A signature of the non-Hermiticity of the system is fluctuations of the overall intensity when spectrally broad wave packets are propagating. In particular, placing sublattice-specific single-site excitations results in different total intensities. This is in stark contrast to the Hermitian regime where the orthogonality of eigenstates fundamentally precludes such a difference. In our experiments, we indeed find that the intensities resulting from excitations on sublattice A on average exceed those placed on sublattice B by approximately (19.4 ± 2.5)%, in line with the numerical value of (13.6 ± 1.2)% and substantially larger than the (1.9 ± 5.0)% observed due to the slightly non-uniform injection efficiencies in the Hermitian reference system.

In conclusion, we have presented experimental evidence of the existence of a non-Hermitian topological insulator with a real-valued energy spectrum—an important missing link between the realms of topology and non-Hermiticity. In particular, the spatiotemporal distribution of gain and loss ensures that the generalized PT symmetry is protected against spontaneous symmetry breaking; that is, the arrangement remains pseudo-Hermitian regardless of the magnitude of the applied gain–loss contrast. The lattice design allows for the two counter-propagating topological channels to be spatially separated along the ‘bearded’-type edge. We have shown that this chiral transport is robust against single-site defects, which are circumnavigated in a sublattice-specific fashion, underlining the topological nature of our system, which can be extended to all PT-symmetric topological insulators. Interestingly, our approach allows us to interpret the evolution direction as a third spatial dimension instead of as a temporal one50, permitting the experimental investigation of the impact of non-Hermiticities on topological singularities in higher-dimensional systems. Furthermore, while our experiments were conducted on a photonic set-up, the underlying non-Hermitian Floquet protocol can readily be generalized to any platform that allows for the implementation of discrete coupling steps and dynamic control of loss or gain, ranging from topological acoustics51 to topolectrical circuits52. Along these lines, the rich interplay between complex modulation and topology in open systems is brought into the reach of future experiments by the robust nature of the topological PT-symmetric Floquet protocol presented here, providing a pathway to exploit the dynamical properties of non-Hermitian topological systems without the instabilities entailed by complex spectra.
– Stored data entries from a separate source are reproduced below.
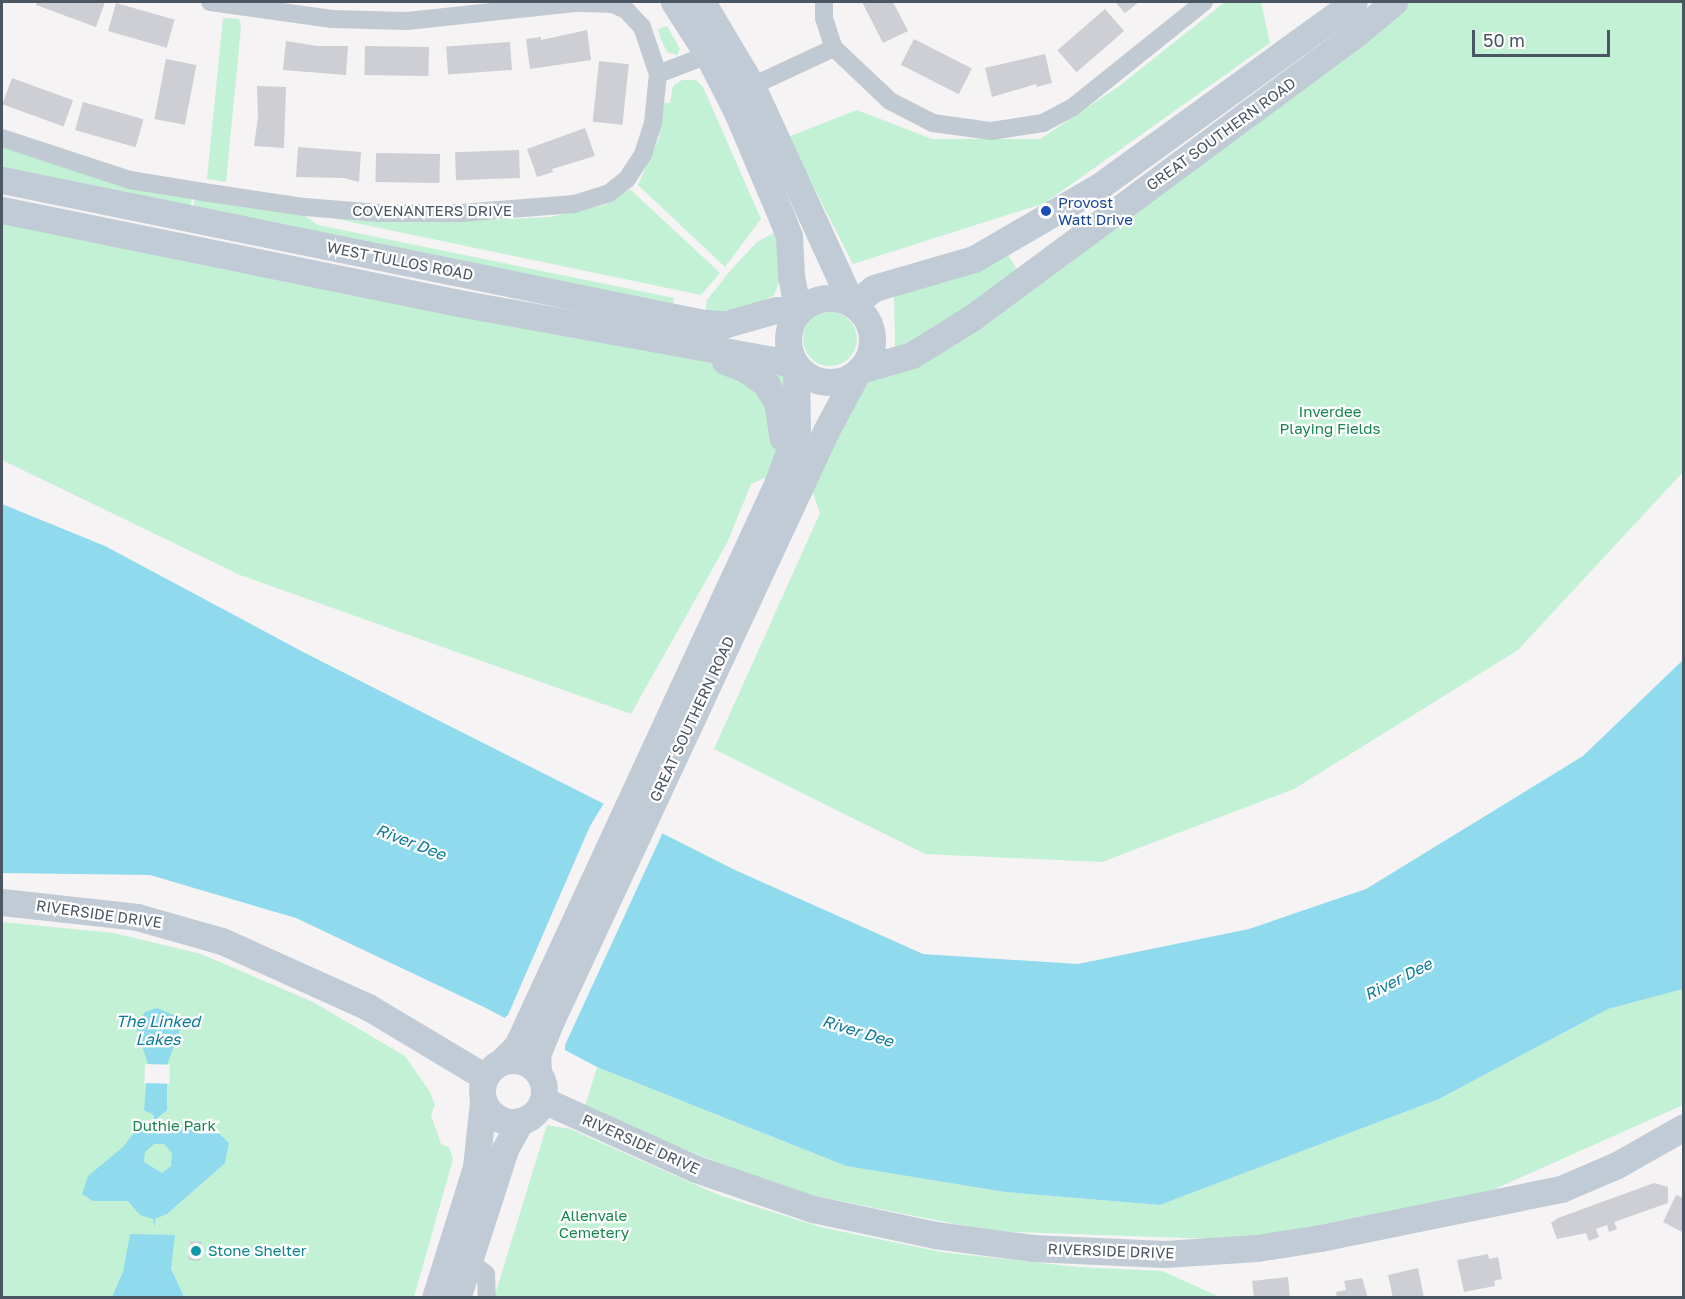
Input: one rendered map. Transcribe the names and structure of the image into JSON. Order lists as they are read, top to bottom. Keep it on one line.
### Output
{"streets":{"main road":["GREAT SOUTHERN ROAD","WEST TULLOS ROAD","RIVERSIDE DRIVE"],"street":["COVENANTERS DRIVE"]},"crossings":[["GREAT SOUTHERN ROAD","WEST TULLOS ROAD"],["GREAT SOUTHERN ROAD","RIVERSIDE DRIVE"]],"water":["River Dee","The Linked Lakes"],"parks":["Inverdee Playing Fields","Duthie Park","Allenvale Cemetery"],"places":["Provost Watt Drive","Stone Shelter"],"scale_bar":"50 m"}
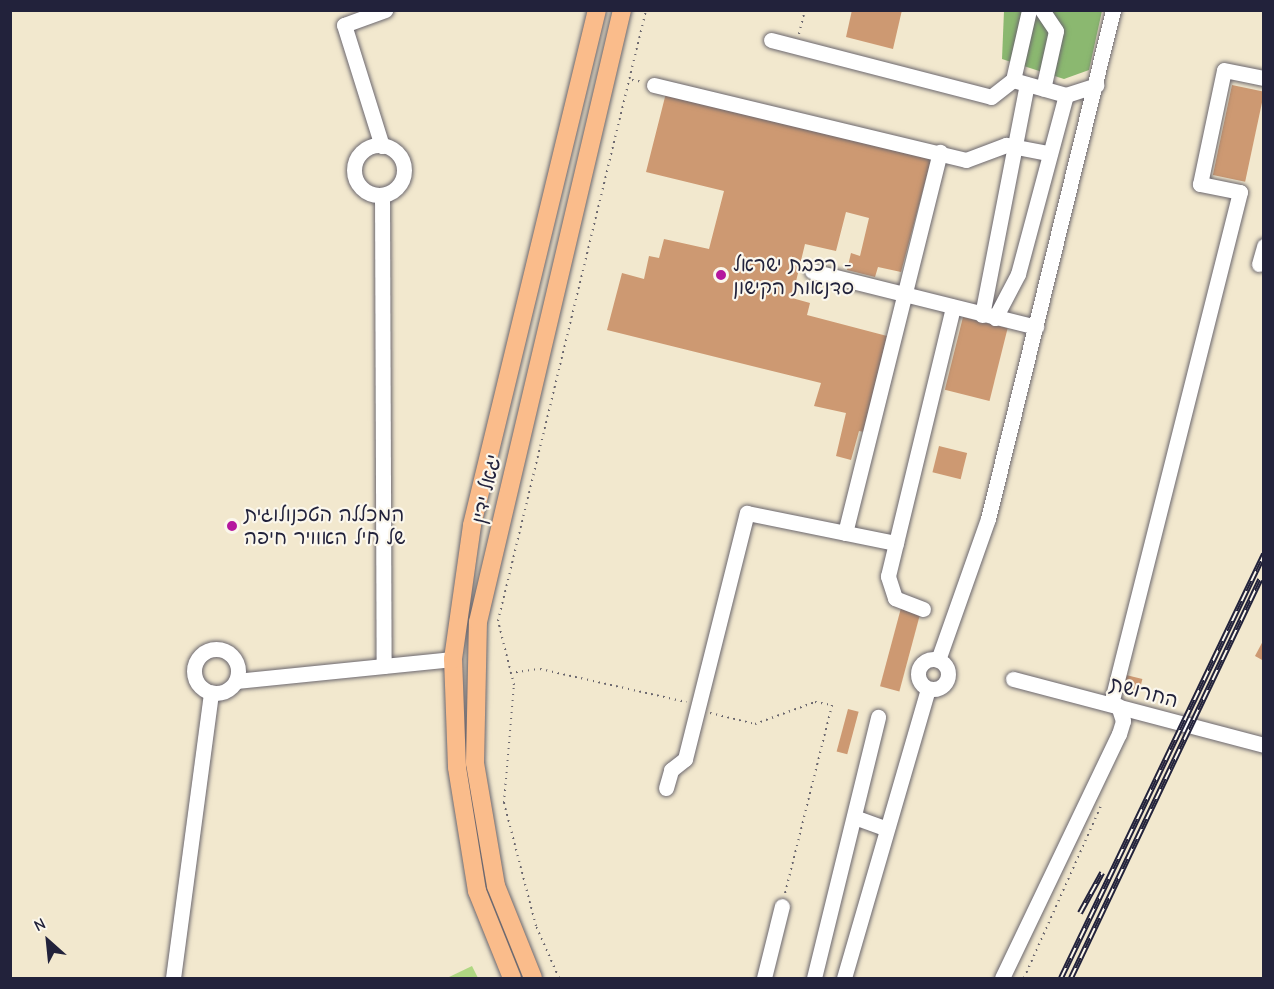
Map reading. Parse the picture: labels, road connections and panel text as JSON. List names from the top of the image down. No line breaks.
{"streets":{"main road":["יגאל ידין"],"street":["החרושת"]},"places":["רכבת ישראל - סדנאות הקישון","המכללה הטכנולוגית של חיל האוויר חיפה"],"north":"top left"}
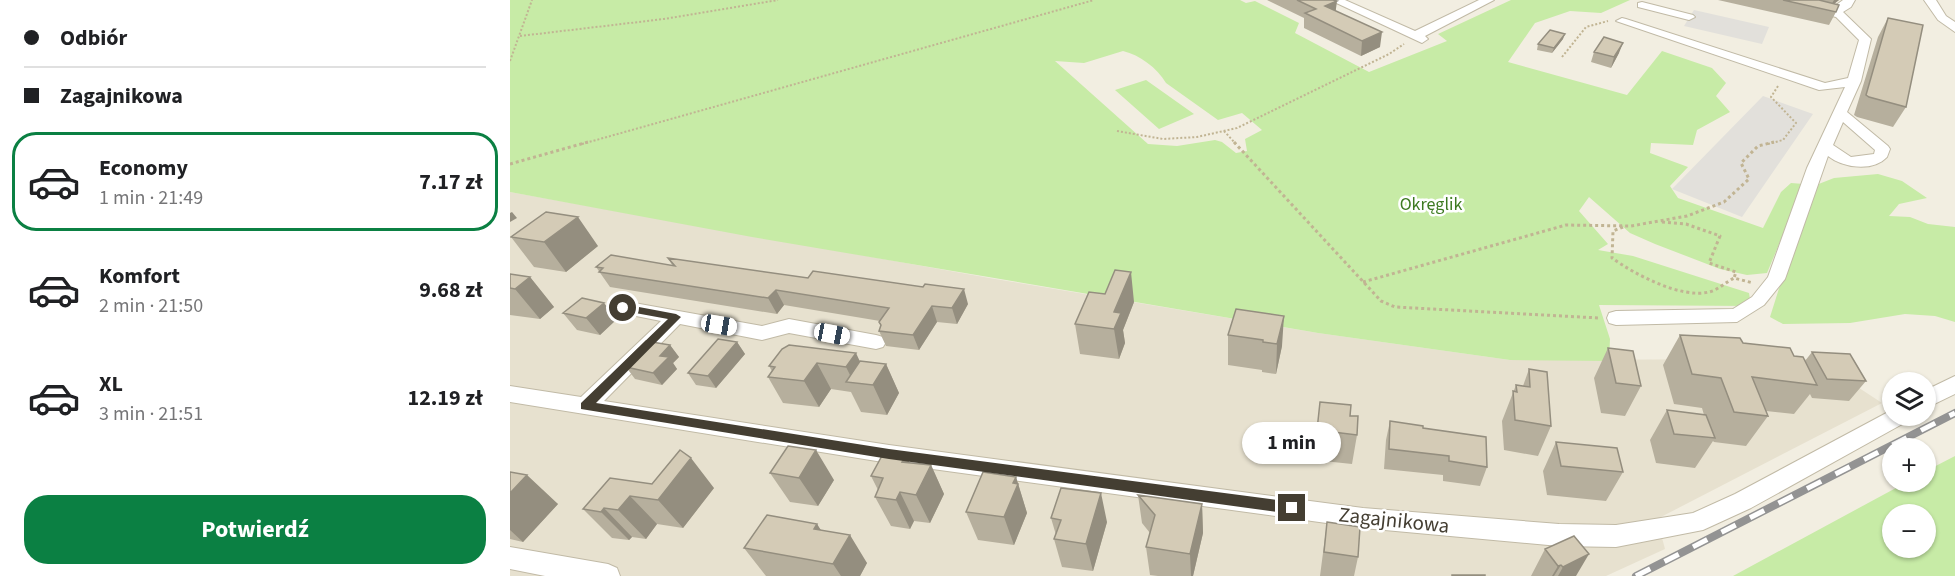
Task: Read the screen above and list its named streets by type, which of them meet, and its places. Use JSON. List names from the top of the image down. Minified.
{"streets":{"street":["Zagajnikowa"]},"parks":["Okręglik"],"page":{"banner":["Odbiór","Zagajnikowa"],"list":[{"name":"Economy","note":"1 min · 21:49","value":"7.17 zł"},{"name":"Komfort","note":"2 min · 21:50","value":"9.68 zł"},{"name":"XL","note":"3 min · 21:51","value":"12.19 zł"}],"map_buttons":["+","−"],"bubble":"1 min","buttons":"Potwierdź"}}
Wave guide fabrication and sample characterization

We inscribed our coupled wave guide systems with the femtosecond laser direct writing technique48. To this end, ultrashort laser pulses of 270 fs duration from a frequency-doubled fibre laser system (Coherent Monaco) at a wavelength of 517 nm and a repetition rate of 333 kHz were focused into a 150 mm × 25 mm × 1 mm fused silica chip (Corning 7980) by means of a microscope objective (×50, numerical aperture = 0.6). The sample was positioned with 50 nm precision by a three-axis motorized translation stage (Aerotech ALS180).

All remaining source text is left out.